• **Required action**
Your task is to gather the lines below that hold the string "scale".

(Dataset entries)

********

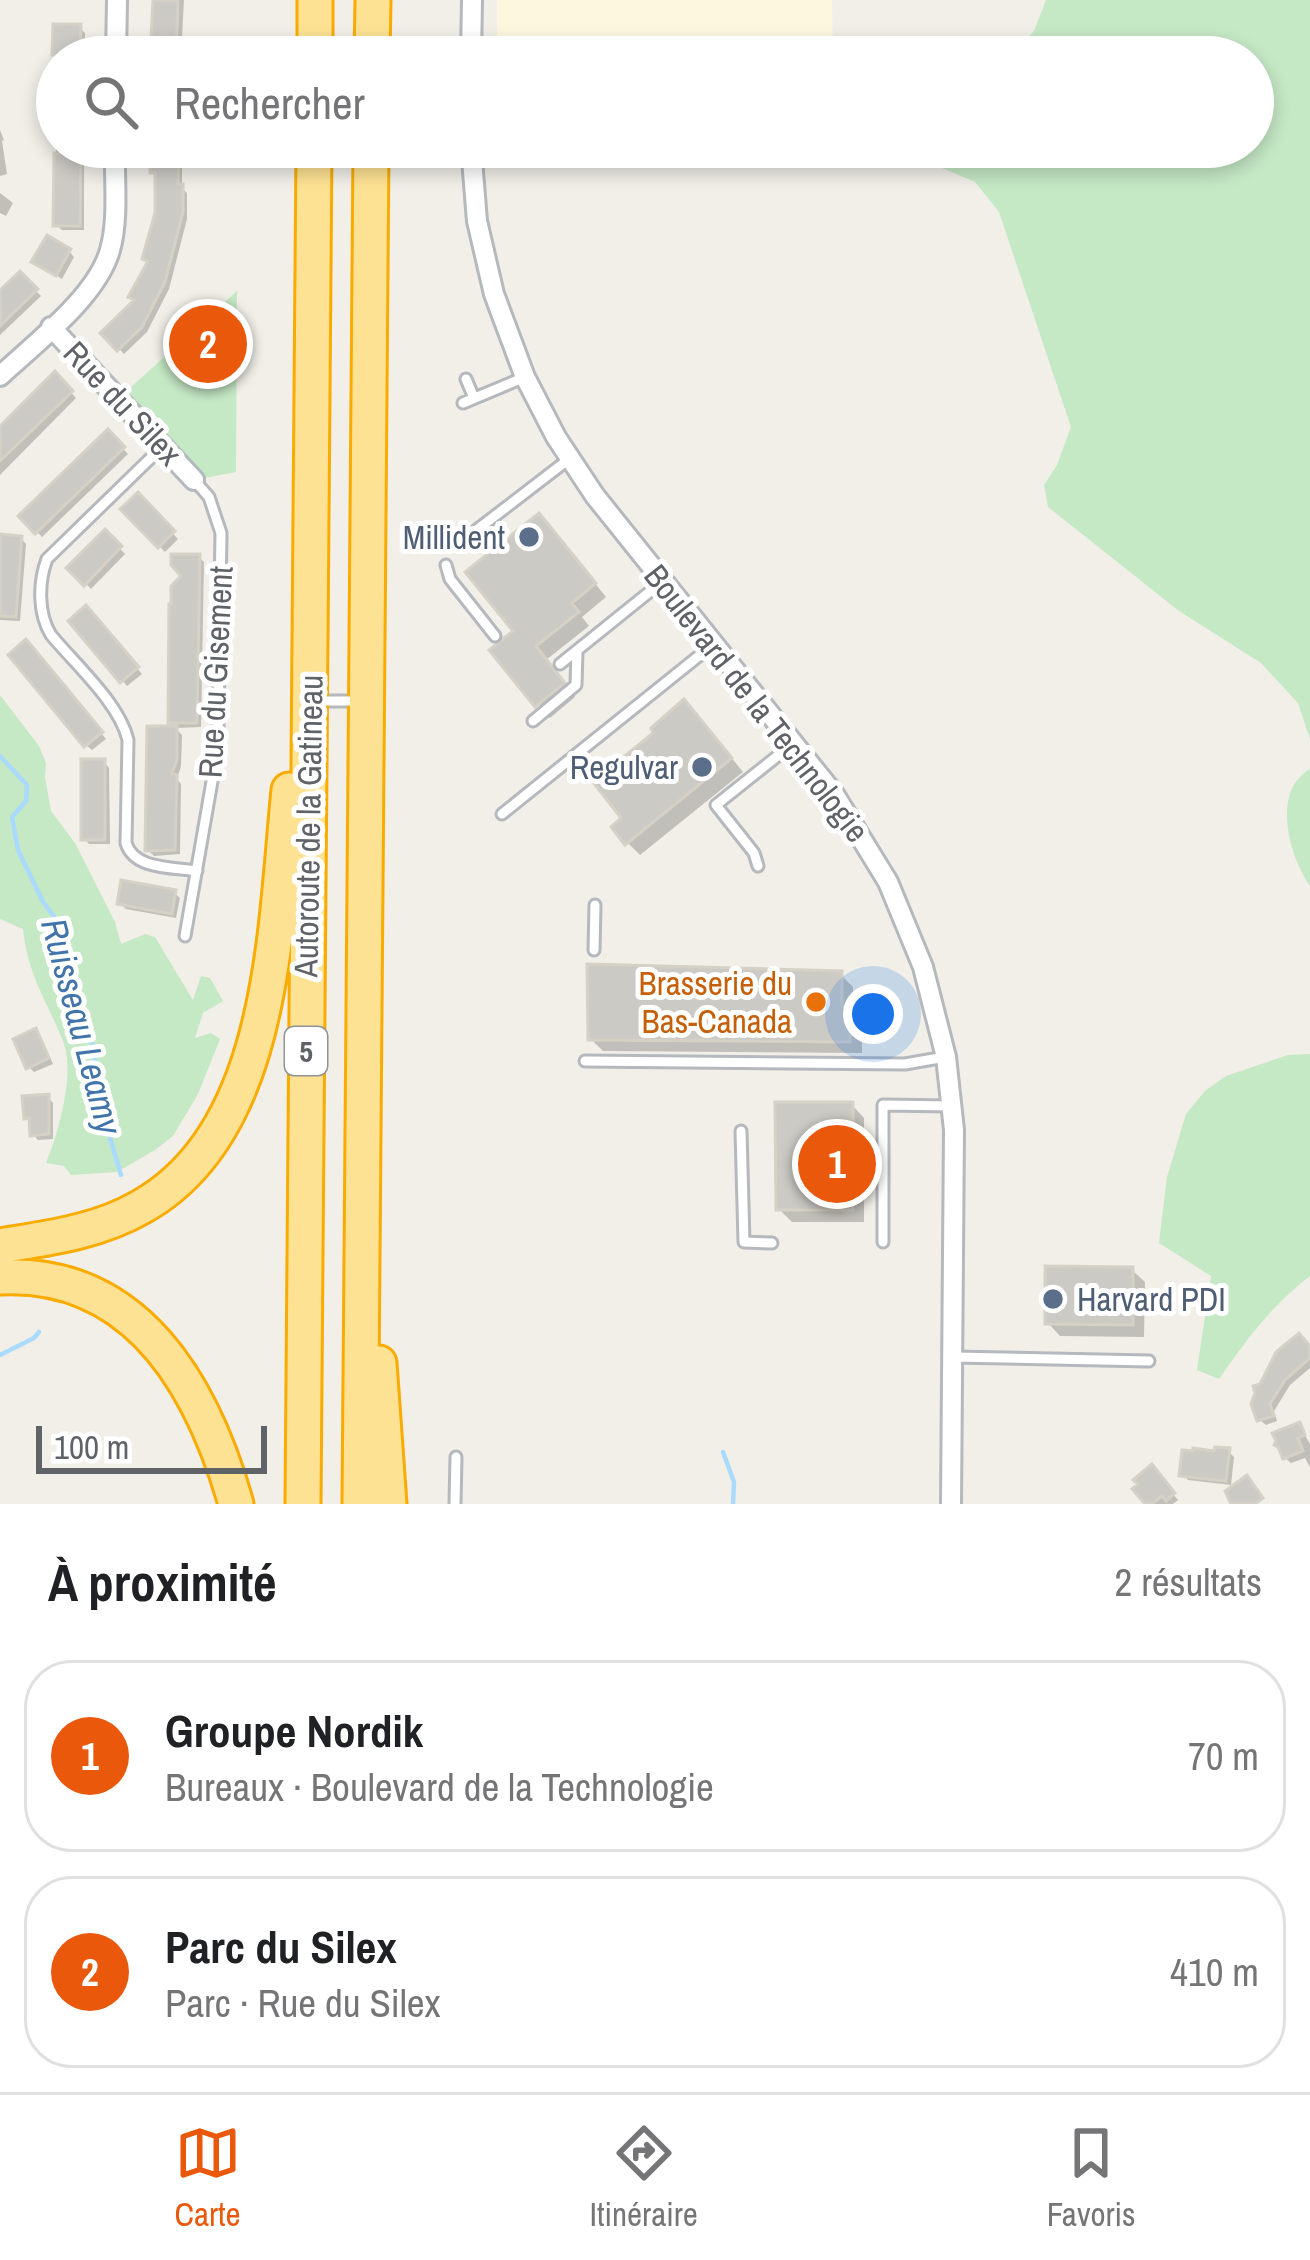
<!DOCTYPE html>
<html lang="fr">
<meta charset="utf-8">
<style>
body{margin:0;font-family:"Archivo Narrow",sans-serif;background:#f2f2f2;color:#202124}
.scale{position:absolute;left:36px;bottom:30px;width:231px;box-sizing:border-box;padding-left:12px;border:6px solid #5f6368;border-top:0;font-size:33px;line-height:42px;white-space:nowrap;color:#5f6368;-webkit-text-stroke:9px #fff;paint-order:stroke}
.you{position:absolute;left:873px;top:1014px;width:42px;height:42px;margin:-30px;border:9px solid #fff;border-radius:50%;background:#1a73e8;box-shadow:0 0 0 18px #1a73e833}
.badge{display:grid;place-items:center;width:78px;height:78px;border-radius:50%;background:#ea580c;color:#fff;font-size:39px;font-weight:700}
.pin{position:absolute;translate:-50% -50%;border:6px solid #fff;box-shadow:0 3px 12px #0006}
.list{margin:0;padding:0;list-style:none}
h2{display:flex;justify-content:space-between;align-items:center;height:156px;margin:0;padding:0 48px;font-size:51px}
h2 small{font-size:39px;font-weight:400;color:#757577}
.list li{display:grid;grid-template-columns:78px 1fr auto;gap:36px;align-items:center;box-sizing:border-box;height:192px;margin:0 24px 24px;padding:0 24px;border:3px solid #e0e0e0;border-radius:48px}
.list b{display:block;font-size:45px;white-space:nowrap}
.list p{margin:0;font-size:39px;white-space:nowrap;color:#757577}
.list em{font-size:39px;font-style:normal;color:#757577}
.icon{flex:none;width:66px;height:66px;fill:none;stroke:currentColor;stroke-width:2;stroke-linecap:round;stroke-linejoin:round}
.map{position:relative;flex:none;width:1310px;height:1504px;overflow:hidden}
.search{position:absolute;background:#fff;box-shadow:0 6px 18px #0003;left:36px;right:36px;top:36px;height:132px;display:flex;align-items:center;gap:30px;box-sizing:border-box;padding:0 42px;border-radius:66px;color:#757577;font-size:45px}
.sheet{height:588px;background:#fff}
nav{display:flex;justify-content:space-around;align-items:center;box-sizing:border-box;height:168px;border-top:3px solid #e0e0e0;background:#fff;font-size:33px;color:#757577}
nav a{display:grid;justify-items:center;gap:6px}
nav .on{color:#ea580c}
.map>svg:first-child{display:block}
.commercial{fill:#fef7e0}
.green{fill:#c5e8c5}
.shadow{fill:#0003}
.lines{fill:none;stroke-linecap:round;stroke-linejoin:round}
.stream{stroke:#aadaff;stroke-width:4.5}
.building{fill:#cccac5;stroke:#d6d1c6;stroke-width:3}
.service-casing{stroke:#b5b8bc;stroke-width:15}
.minor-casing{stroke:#b5b8bc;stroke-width:24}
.motorway-casing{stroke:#f9ab00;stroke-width:39}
.service{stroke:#fff;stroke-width:9}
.minor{stroke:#fff;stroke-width:18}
.motorway{stroke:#fde293;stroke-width:33}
.service-dot{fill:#5c6f8a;stroke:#fff;stroke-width:4.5}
.food-dot{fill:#e8710a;stroke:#fff;stroke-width:4.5}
.labels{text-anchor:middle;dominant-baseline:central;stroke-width:10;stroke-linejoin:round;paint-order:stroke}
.shield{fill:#fff;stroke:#8f9295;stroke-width:3}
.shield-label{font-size:30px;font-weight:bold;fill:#5f6368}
.street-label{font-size:33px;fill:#5f6368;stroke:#fff}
.service-label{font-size:33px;fill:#4e5e75;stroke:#fff;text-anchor:end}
.food-label{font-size:33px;fill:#c56008;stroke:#fff;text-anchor:end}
.water-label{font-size:36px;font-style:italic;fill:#4174aa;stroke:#fff}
</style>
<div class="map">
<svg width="1310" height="1504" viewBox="0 0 1310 1504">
<rect width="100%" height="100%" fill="#f1efe8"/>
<path class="commercial" d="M497,0H832L833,57H497Z"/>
<path class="green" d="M1046,0H1310V739L1298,703L1261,663L1179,611L1048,507L1044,485L1057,465L1071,427L999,212L975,182L928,162L924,147H1253V57H1010L1034,31Z
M237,291L236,472L194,480L119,398Z
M0,695L39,746L46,763L45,777L51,811L75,843L115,922L121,944L145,934L155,937L193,1000L201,976L210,978L223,1001L203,1013L195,1038L211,1033L220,1039L198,1094L173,1136L155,1150L117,1172L71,1175L64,1166L46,1163C58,1134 75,1075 64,1044C48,1002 28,977 23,929L0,919Z
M1310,769V886C1289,856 1271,791 1310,769Z
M1310,1054V1276C1272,1305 1246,1340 1219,1379L1197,1370L1211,1276L1159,1243L1167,1177L1186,1114L1205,1091L1226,1076L1288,1055Z"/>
<path class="shadow" d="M155,0H184L181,57H153Z
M56,27H79L85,33V57H57V147H84V230H62L56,225Z
M0,130L4,140L2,141L7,174L0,176Z
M154,147H182V188L187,193V219L169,289L147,332L124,354L104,333L137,301L150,263L158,213V177L153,172Z
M0,193L13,203L6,216L0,213Z
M69,251L74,257L62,279L35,262Z
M20,275L41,296L0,335V295Z
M55,375L76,398L0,475V436Z
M108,433L128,454L42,537L22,516Z
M138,496L178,539L165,552L125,509Z
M551,529L606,597L582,617L589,626L546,660L575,697L550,718L493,650L517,632Z
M105,533L125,554L91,589L71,568Z
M0,537L21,538L26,544L20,621L0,620Z
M199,557L204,562L201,727L176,728L171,722Z
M86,609L142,674L127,686L72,621Z
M31,649L106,739L92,750L86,745Z
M697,715L743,772L640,855L628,843Z
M176,729L182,735L181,766L177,779L181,784L180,854L154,856L148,850Z
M104,762L109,768L110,844H89L84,838Z
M174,893L180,898L176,918L126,909L120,903Z
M840,974L853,987V1012L862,1021V1053L603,1051L591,1039Z
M35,1032L41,1037L53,1064L34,1072L29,1067Z
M48,1097L53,1103V1139L38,1140L33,1134L32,1123L27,1117Z
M852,1105L864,1118V1222H792L779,1209Z
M1132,1270L1145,1282L1144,1337L1060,1336L1048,1323Z
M1310,1349V1368L1290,1385L1274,1411L1277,1421L1266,1425L1260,1420L1257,1388Z
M1299,1425L1310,1444V1467L1305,1458L1291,1463L1285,1458Z
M1228,1451L1234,1457L1231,1485L1188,1480L1183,1475Z
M1151,1469L1178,1500L1173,1504H1149L1137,1489Z"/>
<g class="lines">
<path class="stream" d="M0,756L27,785L26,801L12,817L18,850L43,902L62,927L61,966L92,1044L106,1124L121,1175
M0,1355L34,1338L39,1332
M723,1452L734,1482L733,1504"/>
</g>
<path class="building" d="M153,0H178L176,57H150Z
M53,24H81L80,56L52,55Z
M150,147H179L178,184H183V212L165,282L142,327L117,351L100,333L134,300L128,297L148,261L142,259L155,213V173H150Z
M54,153H81L80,226H53Z
M47,235L71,249L56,276L31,262Z
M20,271L38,289L0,326V290Z
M55,371L73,391L0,461V426Z
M108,429L125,447L35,534L18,516Z
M138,492L175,531L158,548L120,509Z
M539,513L596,583L572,603L579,612L536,646L565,683L535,707L489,650L513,631L465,572Z
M105,529L122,546L84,586L66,568Z
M0,534L22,536L16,617L0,616Z
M171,554H200L197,723H168L169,604H171V586L181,576L171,565Z
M86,605L139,667L120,683L68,621Z
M26,639L103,732L84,747L8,655Z
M684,699L732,758L625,845L611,827L621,818L593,782L653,733L651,728Z
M147,726H177V760L172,773L177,775L175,850L145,851Z
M81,759H105V840H81Z
M121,880L176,890L172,914L117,904Z
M587,964L842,971V1006L850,1005V1042L588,1040Z
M36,1028L49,1058L26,1069L13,1039Z
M49,1094V1134L30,1136L29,1118L24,1119L22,1096Z
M775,1102H853V1210H776Z
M1045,1266L1133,1267V1325L1045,1324Z
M1299,1333L1310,1346V1358L1285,1380L1270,1404L1274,1416L1257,1421L1251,1404L1255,1393L1253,1386L1260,1384L1276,1352Z
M1300,1422L1305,1435L1298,1438L1303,1451L1283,1459L1278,1447L1274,1445L1276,1441L1272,1433Z
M1215,1447L1230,1448L1226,1481L1179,1476L1182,1450L1193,1451V1448L1214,1451Z
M1152,1464L1175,1493L1166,1501L1162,1496L1152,1504H1145L1132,1489L1138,1484L1133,1480Z
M1247,1475L1263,1498L1255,1504H1231L1225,1491Z"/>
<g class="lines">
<g class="service-casing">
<path id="service" d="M466,379L474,398
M463,403L525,377
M163,446L47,559C38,583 38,614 51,635C76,665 119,703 128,740L126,843C134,870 173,867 197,871
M443,536L474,532L569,459
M446,565L450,579L495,636
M560,664L663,581
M316,701H360
M533,721L576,685L577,651
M502,814L715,643
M758,866L754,853L716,805L795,742
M185,936L214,770L218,731L221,533L209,497L194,480
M594,950L595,905
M585,1061L905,1064L945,1057
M741,1131L744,1242L772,1243
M883,1242V1105L951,1106
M953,1357L1149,1361
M455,1504L456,1457"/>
</g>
<g class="minor-casing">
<path id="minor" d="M116,57L117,0
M471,57L472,0
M471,147L477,221L494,294L525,377L556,437L595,496L834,794L888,882L923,967L946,1057L954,1130L951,1504
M51,327L194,480
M0,376C35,343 97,297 110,250C119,218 114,180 115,147"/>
</g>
<g class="motorway-casing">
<path id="motorway" d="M315,57V0
M372,57L373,0
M0,1246C48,1238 98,1232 141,1207C276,1132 275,924 289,790
M0,1277C138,1270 203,1388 236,1504
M379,1363L389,1504
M303,1504L314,147
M360,1504L371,147"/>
</g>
<use href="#service" class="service"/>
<use href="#minor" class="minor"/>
<use href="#motorway" class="motorway"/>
</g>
<g class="service-dot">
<circle cx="529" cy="537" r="12"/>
<circle cx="702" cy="767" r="12"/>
<circle cx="1053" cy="1299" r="12"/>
</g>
<circle class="food-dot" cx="816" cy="1002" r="12"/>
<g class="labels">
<rect class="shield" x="285" y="1027" width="42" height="48" rx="9"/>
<g class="shield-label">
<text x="306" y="1051">5</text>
</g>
<g class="street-label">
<text transform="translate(123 403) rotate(47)">Rue du Silex</text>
<text transform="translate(215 672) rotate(-87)">Rue du Gisement</text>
<text transform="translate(757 703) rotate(52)">Boulevard de la Technologie</text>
<text transform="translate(308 826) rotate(-89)">Autoroute de la Gatineau</text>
</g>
<g class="service-label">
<text x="505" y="537">Millident</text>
<text x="678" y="767">Regulvar</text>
<text x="1077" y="1299" text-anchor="start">Harvard PDI</text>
</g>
<g class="food-label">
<text x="792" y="983">Brasserie du<tspan x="792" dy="38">Bas-Canada</tspan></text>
</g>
<g class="water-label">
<text transform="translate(82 1026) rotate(75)">Ruisseau Leamy</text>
</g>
</g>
</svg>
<div class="scale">100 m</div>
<div class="you"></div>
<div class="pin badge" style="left:837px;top:1164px">1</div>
<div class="pin badge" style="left:208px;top:344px">2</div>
<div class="search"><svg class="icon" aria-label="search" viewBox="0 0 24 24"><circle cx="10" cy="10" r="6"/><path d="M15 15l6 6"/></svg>Rechercher</div>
</div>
<section class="sheet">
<h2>À proximité<small>2 résultats</small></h2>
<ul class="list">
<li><span class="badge">1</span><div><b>Groupe Nordik</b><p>Bureaux · Boulevard de la Technologie</p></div><em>70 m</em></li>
<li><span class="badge">2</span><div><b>Parc du Silex</b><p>Parc · Rue du Silex</p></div><em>410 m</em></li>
</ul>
</section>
<nav>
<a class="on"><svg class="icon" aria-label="map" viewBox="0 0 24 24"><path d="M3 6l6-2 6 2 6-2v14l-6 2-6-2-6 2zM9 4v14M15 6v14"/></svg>Carte</a>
<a><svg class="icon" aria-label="directions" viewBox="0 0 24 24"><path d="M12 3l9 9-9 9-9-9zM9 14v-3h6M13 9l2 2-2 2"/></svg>Itinéraire</a>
<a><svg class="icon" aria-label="saved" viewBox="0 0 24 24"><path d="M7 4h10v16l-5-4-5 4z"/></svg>Favoris</a>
</nav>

********

• **Completed task**
.scale{position:absolute;left:36px;bottom:30px;width:231px;box-sizing:border-box;padding-left:12px;border:6px solid #5f6368;border-top:0;font-size:33px;line-height:42px;white-space:nowrap;color:#5f6368;-webkit-text-stroke:9px #fff;paint-order:stroke}
<div class="scale">100 m</div>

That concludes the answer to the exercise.